You can deduct 52 cents a mile
a mile


----------



## itendstonight (Feb 10, 2019)

Donnypena said:


> You can deduct 52 cents a mile
> a mile


2019 it's .58$ I'm sure


----------



## dgates01 (Jun 24, 2018)

itendstonight said:


> I make use of the instant payoff quick a bit and it adds up. Are these tax deductible?! Would hate to pay a tax on these stupid fees!


Get Uber's driver debit card. There is no fee for the card at all. You get up to 5 instant payouts a day for no charge.


----------



## LADryver (Jun 6, 2017)

UberTaxPro said:


> Yes the .50 charged on their end is a business expense and deductible. As a general rule, remember that bank fees from personal bank accounts are not deductible, fees from business accounts are deductible.

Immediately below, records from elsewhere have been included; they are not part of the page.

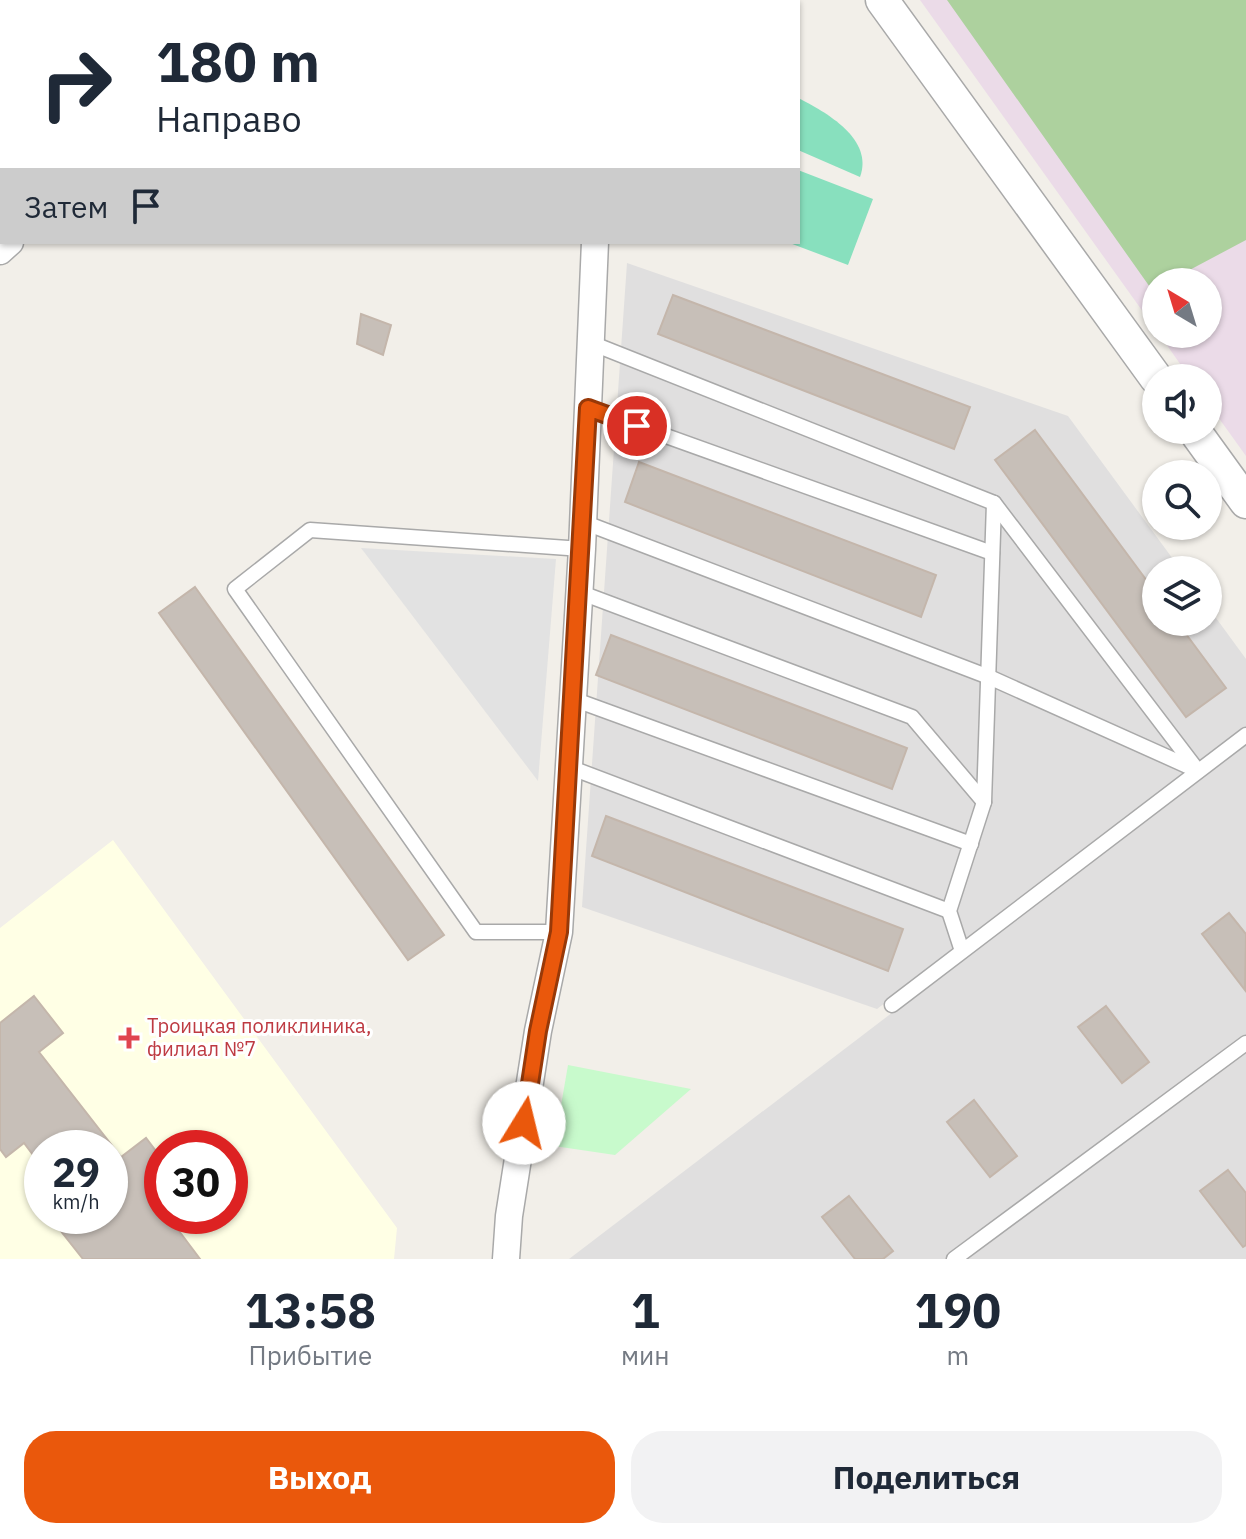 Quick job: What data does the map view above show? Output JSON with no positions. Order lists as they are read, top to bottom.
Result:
{
  "places": {
    "health": ["Троицкая поликлиника, филиал №7"]
  },
  "north": "top left",
  "page": {
    "turn": ["180 m", "Направо"],
    "then": "Затем",
    "speed": "29 km/h",
    "limit": "30",
    "eta": [
      "13:58",
      "Прибытие",
      "1",
      "мин",
      "190",
      "m"
    ],
    "buttons": ["Выход", "Поделиться"]
  }
} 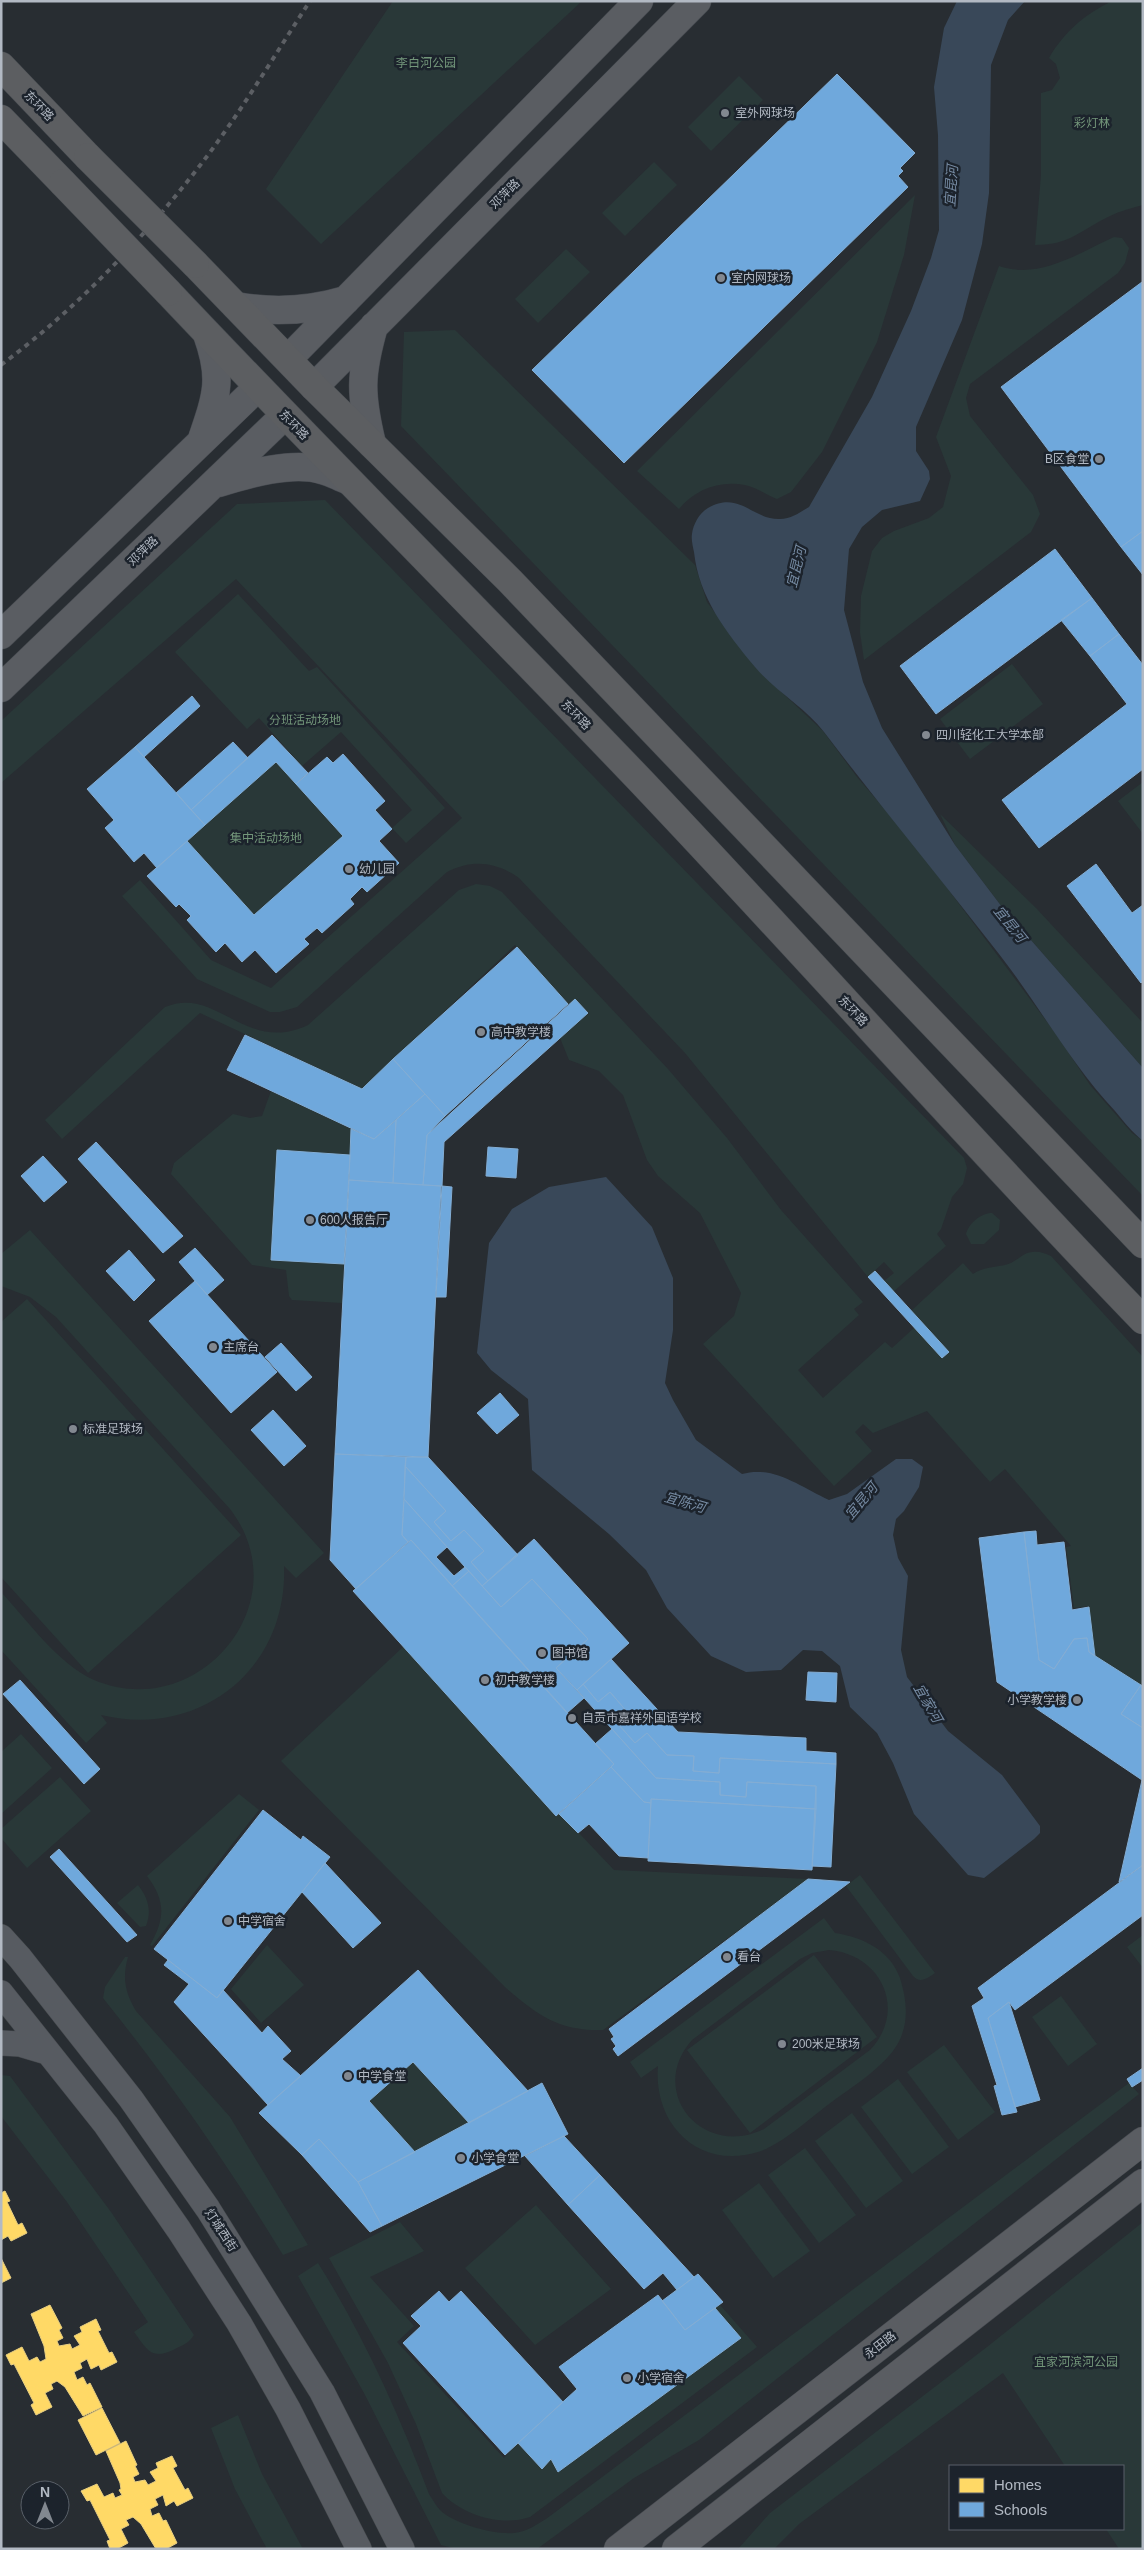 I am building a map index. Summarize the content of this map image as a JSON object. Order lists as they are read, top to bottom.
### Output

Fees from personal accounts from business purposes are deductible. You are not required to have a business bank account. The fees for the transfer are fees paid and recorded through Uber. They are verified business expenses.



dgates01 said:


> Get Uber's driver debit card. There is no fee for the card at all. You get up to 5 instant payouts a day for no charge.


You can also make free cash deposits at Wal-Mart to the card.


----------